Your goal -> Please take the records that follow and repeat exactly the lines starting with the line with "M1529 541 1534 553 1523 590 1494" and going on through the line with "M1241 453 1245 466 1237 507 1232 494Z".
--- Given entries Enclosed Below ---
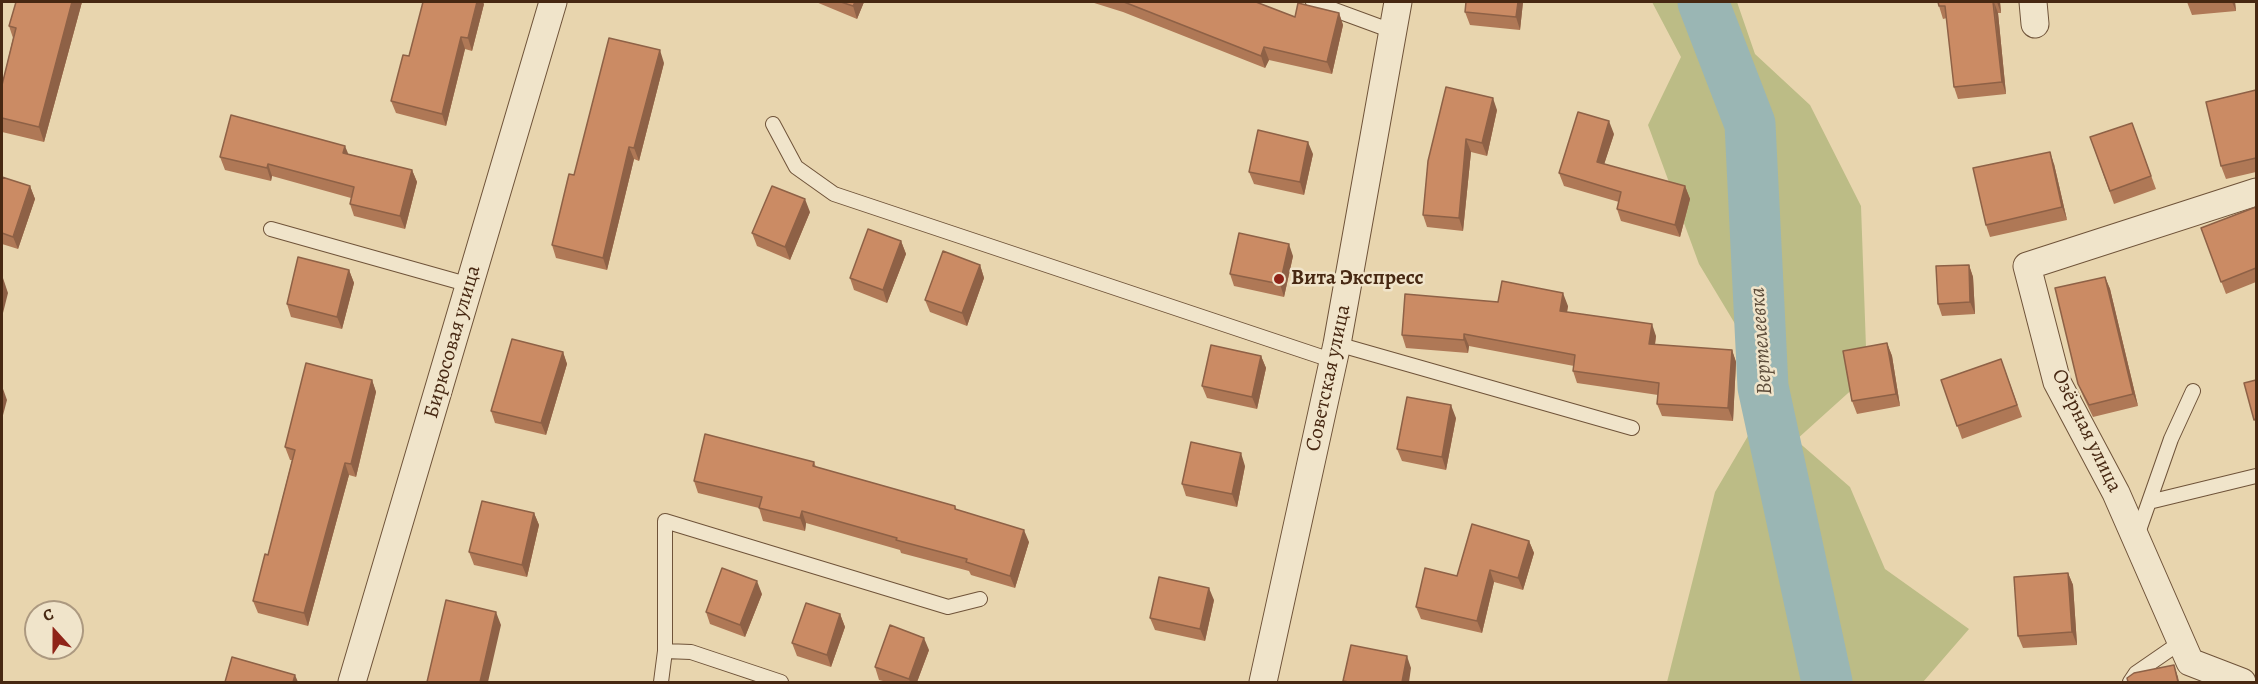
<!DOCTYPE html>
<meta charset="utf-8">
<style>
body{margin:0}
#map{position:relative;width:2258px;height:684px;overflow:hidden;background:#e8d5ae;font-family:Alegreya,serif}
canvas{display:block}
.frame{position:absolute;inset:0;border:3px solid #472812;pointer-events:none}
.north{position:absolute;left:24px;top:600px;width:60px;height:60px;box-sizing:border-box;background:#f0e4ca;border:2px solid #ac9980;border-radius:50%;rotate:339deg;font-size:16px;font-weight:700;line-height:24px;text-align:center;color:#472812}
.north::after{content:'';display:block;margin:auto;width:21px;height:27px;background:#8f2418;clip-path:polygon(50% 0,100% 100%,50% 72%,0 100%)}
</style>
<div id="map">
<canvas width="2258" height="684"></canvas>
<div class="frame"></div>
<div class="north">С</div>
</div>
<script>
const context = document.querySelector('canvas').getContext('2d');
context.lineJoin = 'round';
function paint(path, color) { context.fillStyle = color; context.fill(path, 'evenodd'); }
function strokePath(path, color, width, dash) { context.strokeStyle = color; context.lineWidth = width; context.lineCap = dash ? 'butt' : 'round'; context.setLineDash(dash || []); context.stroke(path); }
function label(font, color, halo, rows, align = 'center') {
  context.font = font + ' Alegreya,serif'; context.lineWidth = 5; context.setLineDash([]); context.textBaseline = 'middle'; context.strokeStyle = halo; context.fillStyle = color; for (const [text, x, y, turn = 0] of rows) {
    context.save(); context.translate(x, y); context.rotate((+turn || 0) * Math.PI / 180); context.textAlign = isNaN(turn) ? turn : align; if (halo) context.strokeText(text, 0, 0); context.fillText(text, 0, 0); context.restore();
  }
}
const green = new Path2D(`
 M1652 2H1737L1755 54 1810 105 1861 206 1867 376 1796 440 1850 487 1885 569 1969 629 1923 682H1667L1715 492 1758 419 1743 337 1699 264 1648 125 1681 57Z`);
const river = new Path2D(`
 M1703 2 1750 124 1763 387 1827 682`);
const lane = new Path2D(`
 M1313 2 1392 31
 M773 124 796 167 834 194 1334 361
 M271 229 470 285
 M1337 344 1632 428
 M2149 502 2256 476
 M2137 536 2171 439 2193 391
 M665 651V521L948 607 980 599
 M661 682 665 651 691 652 781 682
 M2130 682 2136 673 2181 642`);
const street = new Path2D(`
 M2033 2 2035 24
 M352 682 553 2
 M1263 682 1337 344 1398 2
 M2242 682 2190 662 2116 493 2057 382 2027 266 2256 192`);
const wall = new Path2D(`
 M16 2H82L44 142 2 132V85L13 38 9 26Z
 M816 2H864L857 19Z
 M1091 2H1256L1295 17 1339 13 1343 25 1332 74 1269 60 1265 68 1123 12Z
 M1466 2H1523L1520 30 1470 25 1465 12Z
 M1938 2H2000L2001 13H1998L2006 94 1958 99 1954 87 1947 18 1943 19 1939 6Z
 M2187 2H2235L2236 11 2192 15Z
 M484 4 472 51 465 49 446 126 396 113 391 101 409 56Z
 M664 63 639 161 634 159 607 270 556 258 552 245 574 175Z
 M2256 90V172L2226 179 2221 166Z
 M1497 110 1487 156 1471 152 1463 231 1427 227 1423 215 1428 161Z
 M2132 123 2156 189 2114 204 2090 137Z
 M1614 134 1604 164 1685 186 1690 199 1680 237 1621 221 1617 209 1619 202 1564 186 1559 173Z
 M348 154 412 170 417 182 405 229 354 216 350 204 351 198 272 176 271 181 225 170 220 157Z
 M1313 154 1304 195 1254 184 1249 172Z
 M2054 164 2067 220 1990 237 1986 225Z
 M2 177 30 186 35 199 18 249 2 244Z
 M2256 207V282L2226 294 2201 228Z
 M810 212 790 260 757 246 752 233Z
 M901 241 906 254 887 303 854 290 850 278Z
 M1293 256 1284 297 1234 286 1230 274Z
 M980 265 984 278 967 326 930 312 925 300Z
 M1969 265 1973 277 1975 314 1942 316 1938 304Z
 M349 270 354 283 342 329 291 317 287 304Z
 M2105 277 2110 289 2138 406 2093 417 2083 396 2078 384Z
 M1498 302 1568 306 1567 312 1656 336 1655 345 1732 350 1736 362 1733 421 1662 416 1657 404 1658 395 1577 383 1573 371 1574 366 1469 346 1468 353 1406 348 1402 335Z
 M1887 343 1892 356 1900 406 1857 414 1852 401Z
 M563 352 567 364 546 435 495 423 491 411Z
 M1261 356 1266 368 1257 409 1207 398 1202 386Z
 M2001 359 2022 417 1962 439 1941 380Z
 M372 380 376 392 356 477 349 475 308 626 258 613 253 601 268 555 292 460H290L285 447Z
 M1456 418 1446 470 1402 461 1397 449Z
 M814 462 816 467 955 506 956 509 1029 542 1015 588 971 575 969 571 901 553 900 550 806 523 805 531 763 521 759 508 698 493 694 481Z
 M1245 466 1237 507 1186 496 1182 484Z
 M534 513 539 525 527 577 474 565 469 552Z
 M1529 541 1534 553 1523 590 1494 582 1482 633 1421 619 1416 607 1457 576Z
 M2068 573 2073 585 2077 645 2023 648 2018 636Z
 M762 594 745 637 710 624 706 612Z
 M1214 600 1205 641 1155 630 1150 618Z
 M840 614 845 627 831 667 797 656 792 643Z
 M929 650 917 682H887L879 680 875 667Z`);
const shadedWall = new Path2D(`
 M72 2H82L44 142 39 127Z
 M477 2H483L484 4 472 51 468 38Z
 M855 2H864L857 19 853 6Z
 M1518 2H1523L1520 30 1516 17Z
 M1994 2 1998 13 2006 94 2002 82Z
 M1997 2H2000L2001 13Z
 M2232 2H2235L2236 11Z
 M1339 13 1343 25 1332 74 1327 62Z
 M461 37 465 49 446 126 442 114Z
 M1264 47 1269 60 1265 68 1261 56Z
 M660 50 664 63 639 161 634 148Z
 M1493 98 1497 110 1487 156 1482 143Z
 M1609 121 1614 134 1601 174 1597 162Z
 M1466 139 1471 152 1463 231 1459 218Z
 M1308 142 1313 154 1304 195 1300 182Z
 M345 146 350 158 343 153Z
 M629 147 634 159 607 270 603 258Z
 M2050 152 2054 164 2067 220 2062 207Z
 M268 164 272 176 271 181 267 168Z
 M412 170 417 182 405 229 400 216Z
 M30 186 35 199 18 249 13 237Z
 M1685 186 1690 199 1680 237 1675 225Z
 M805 199 810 212 790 260 785 247Z
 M901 241 906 254 887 303 883 290Z
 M1289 244 1293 256 1284 297 1280 284Z
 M980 265 984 278 967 326 962 313Z
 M1969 265 1973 277 1975 314 1970 302Z
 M349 270 354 283 342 329 337 317Z
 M2 275 8 293 2 317Z
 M2105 277 2110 289 2138 406 2133 394Z
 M1563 293 1568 306 1565 323 1560 311Z
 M1652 324 1656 336 1653 357 1649 344Z
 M1464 334 1469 346 1468 353 1464 340Z
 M1887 343 1892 356 1900 406 1896 394Z
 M1732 350 1736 362 1733 421 1728 408Z
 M563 352 567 364 546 435 541 423Z
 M1261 356 1266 368 1257 409 1252 397Z
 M372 380 376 392 356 477 351 464Z
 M2 386 7 400 2 419Z
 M1451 405 1456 418 1446 470 1442 457Z
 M1241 453 1245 466 1237 507 1232 494Z
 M345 463 349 475 308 626 304 613Z
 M802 511 806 523 805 531 800 518Z
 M534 513 539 525 527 577 522 565Z
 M1024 530 1029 542 1015 588 1010 576Z
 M1529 541 1534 553 1523 590 1518 578Z
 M1490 570 1494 582 1482 633 1477 621Z
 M2068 573 2073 585 2077 645 2072 632Z
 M757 581 762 594 745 637 740 625Z
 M1209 588 1214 600 1205 641 1200 629Z
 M496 612 501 625 488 682H480Z
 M840 614 845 627 831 667 827 655Z
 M924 638 929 650 917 682H910L909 679Z
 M1407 656 1411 668 1409 682H1402Z
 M2174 665 2178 677 2179 682H2178Z
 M295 675 298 682H293Z`);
const building = new Path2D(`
 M16 2H72L39 127 2 118V85L16 28 9 26Z
 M423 2H477L468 38 461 37 442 114 391 101 403 55 409 56Z
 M841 2H855L853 6Z
 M1124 2H1256L1295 17 1298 3 1339 13 1327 62 1264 47 1261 56Z
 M1466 2H1518L1516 17 1465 12Z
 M1938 2H1993L2002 82 1954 87 1945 6H1939Z
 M609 38 660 50 634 148 629 147 603 258 552 245 569 174 574 175Z
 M1446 87 1493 98 1482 143 1466 139 1459 218 1423 215 1428 161Z
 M2256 90V158L2221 166 2206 102Z
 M1578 112 1609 121 1597 162 1685 186 1675 225 1617 209 1621 192 1559 173Z
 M231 115 345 146 343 153 412 170 400 216 350 204 354 187 268 164 267 168 220 157Z
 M2132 123 2151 176 2110 191 2090 137Z
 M1258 130 1308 142 1300 182 1249 172Z
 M2050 152 2062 207 1986 225 1973 168Z
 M2 177 30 186 13 237 2 233Z
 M772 186 805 199 785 247 752 233Z
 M2256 207V268L2221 282 2201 228Z
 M868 229 901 241 883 290 850 278Z
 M1239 233 1289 244 1280 284 1230 274Z
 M943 251 980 265 962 313 925 300Z
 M298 257 349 270 337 317 287 304Z
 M1969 265 1970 302 1938 304 1936 266Z
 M2105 277 2133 394 2089 405 2078 384 2055 288Z
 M1502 281 1563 293 1560 311 1652 324 1649 344 1732 350 1728 408 1657 404 1659 383 1573 371 1575 355 1464 334V340L1402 335 1405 294 1498 302Z
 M512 339 563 352 541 423 491 411Z
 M1887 343 1896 394 1852 401 1843 351Z
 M1211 345 1261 356 1252 397 1202 386Z
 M2001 359 2017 405 1957 426 1941 380Z
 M306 363 372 380 351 464 345 463 304 613 253 601 265 554 268 555 295 450 285 447Z
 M2256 380V419L2254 420 2244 383Z
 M1407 397 1451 405 1442 457 1397 449Z
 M705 434 814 462 813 466 955 506V509L1024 530 1010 576 966 562 967 559 896 540 897 538 802 511 800 518 759 508 762 497 694 481Z
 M1191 442 1241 453 1232 494 1182 484Z
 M482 501 534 513 522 565 469 552Z
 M1472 524 1529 541 1518 578 1490 570 1477 621 1416 607 1425 568 1457 576Z
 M722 568 757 581 740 625 706 612Z
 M2068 573 2072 632 2018 636 2014 577Z
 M1159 577 1209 588 1200 629 1150 618Z
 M446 600 496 612 480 682H427Z
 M806 603 840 614 827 655 792 643Z
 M890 625 924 638 909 679 875 667Z
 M1351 645 1407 656 1402 682H1349L1343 681Z
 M232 657 295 675 293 682H225Z
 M2174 665 2178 682H2128L2127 678 2134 673Z`);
const markers = [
 [1279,279,6,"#8f2418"]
];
const poiNames = [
 ["Вита Экспресс",1291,279]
];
const streetNames = [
 ["Бирюсовая улица",453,342,-74],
 ["Советская улица",1329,378,-78],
 ["Озёрная улица",2086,431,64]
];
const waterNames = [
 ["Вертелеевка",1762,341,-94]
];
paint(green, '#bcbc86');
strokePath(river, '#9ab6b4', 51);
strokePath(lane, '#6f5339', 16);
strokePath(street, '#6f5339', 29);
strokePath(lane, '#f0e4ca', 14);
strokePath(street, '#f0e4ca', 27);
paint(wall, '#af7856');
paint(shadedWall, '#8e6146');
paint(building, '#cb8b64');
strokePath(building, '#8e6146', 1.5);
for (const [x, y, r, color] of markers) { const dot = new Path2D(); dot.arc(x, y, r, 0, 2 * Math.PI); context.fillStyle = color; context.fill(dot); strokePath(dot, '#f0e4ca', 2); }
label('bold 21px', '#472812', '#f0e4ca', poiNames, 'left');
label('21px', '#472812', '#f0e4ca', streetNames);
label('italic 22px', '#5c4c3a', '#f0e4ca', waterNames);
</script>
--- End of Enclosed Given entries ---
Solution ->
 M1529 541 1534 553 1523 590 1494 582 1482 633 1421 619 1416 607 1457 576Z
 M2068 573 2073 585 2077 645 2023 648 2018 636Z
 M762 594 745 637 710 624 706 612Z
 M1214 600 1205 641 1155 630 1150 618Z
 M840 614 845 627 831 667 797 656 792 643Z
 M929 650 917 682H887L879 680 875 667Z`);
const shadedWall = new Path2D(`
 M72 2H82L44 142 39 127Z
 M477 2H483L484 4 472 51 468 38Z
 M855 2H864L857 19 853 6Z
 M1518 2H1523L1520 30 1516 17Z
 M1994 2 1998 13 2006 94 2002 82Z
 M1997 2H2000L2001 13Z
 M2232 2H2235L2236 11Z
 M1339 13 1343 25 1332 74 1327 62Z
 M461 37 465 49 446 126 442 114Z
 M1264 47 1269 60 1265 68 1261 56Z
 M660 50 664 63 639 161 634 148Z
 M1493 98 1497 110 1487 156 1482 143Z
 M1609 121 1614 134 1601 174 1597 162Z
 M1466 139 1471 152 1463 231 1459 218Z
 M1308 142 1313 154 1304 195 1300 182Z
 M345 146 350 158 343 153Z
 M629 147 634 159 607 270 603 258Z
 M2050 152 2054 164 2067 220 2062 207Z
 M268 164 272 176 271 181 267 168Z
 M412 170 417 182 405 229 400 216Z
 M30 186 35 199 18 249 13 237Z
 M1685 186 1690 199 1680 237 1675 225Z
 M805 199 810 212 790 260 785 247Z
 M901 241 906 254 887 303 883 290Z
 M1289 244 1293 256 1284 297 1280 284Z
 M980 265 984 278 967 326 962 313Z
 M1969 265 1973 277 1975 314 1970 302Z
 M349 270 354 283 342 329 337 317Z
 M2 275 8 293 2 317Z
 M2105 277 2110 289 2138 406 2133 394Z
 M1563 293 1568 306 1565 323 1560 311Z
 M1652 324 1656 336 1653 357 1649 344Z
 M1464 334 1469 346 1468 353 1464 340Z
 M1887 343 1892 356 1900 406 1896 394Z
 M1732 350 1736 362 1733 421 1728 408Z
 M563 352 567 364 546 435 541 423Z
 M1261 356 1266 368 1257 409 1252 397Z
 M372 380 376 392 356 477 351 464Z
 M2 386 7 400 2 419Z
 M1451 405 1456 418 1446 470 1442 457Z
 M1241 453 1245 466 1237 507 1232 494Z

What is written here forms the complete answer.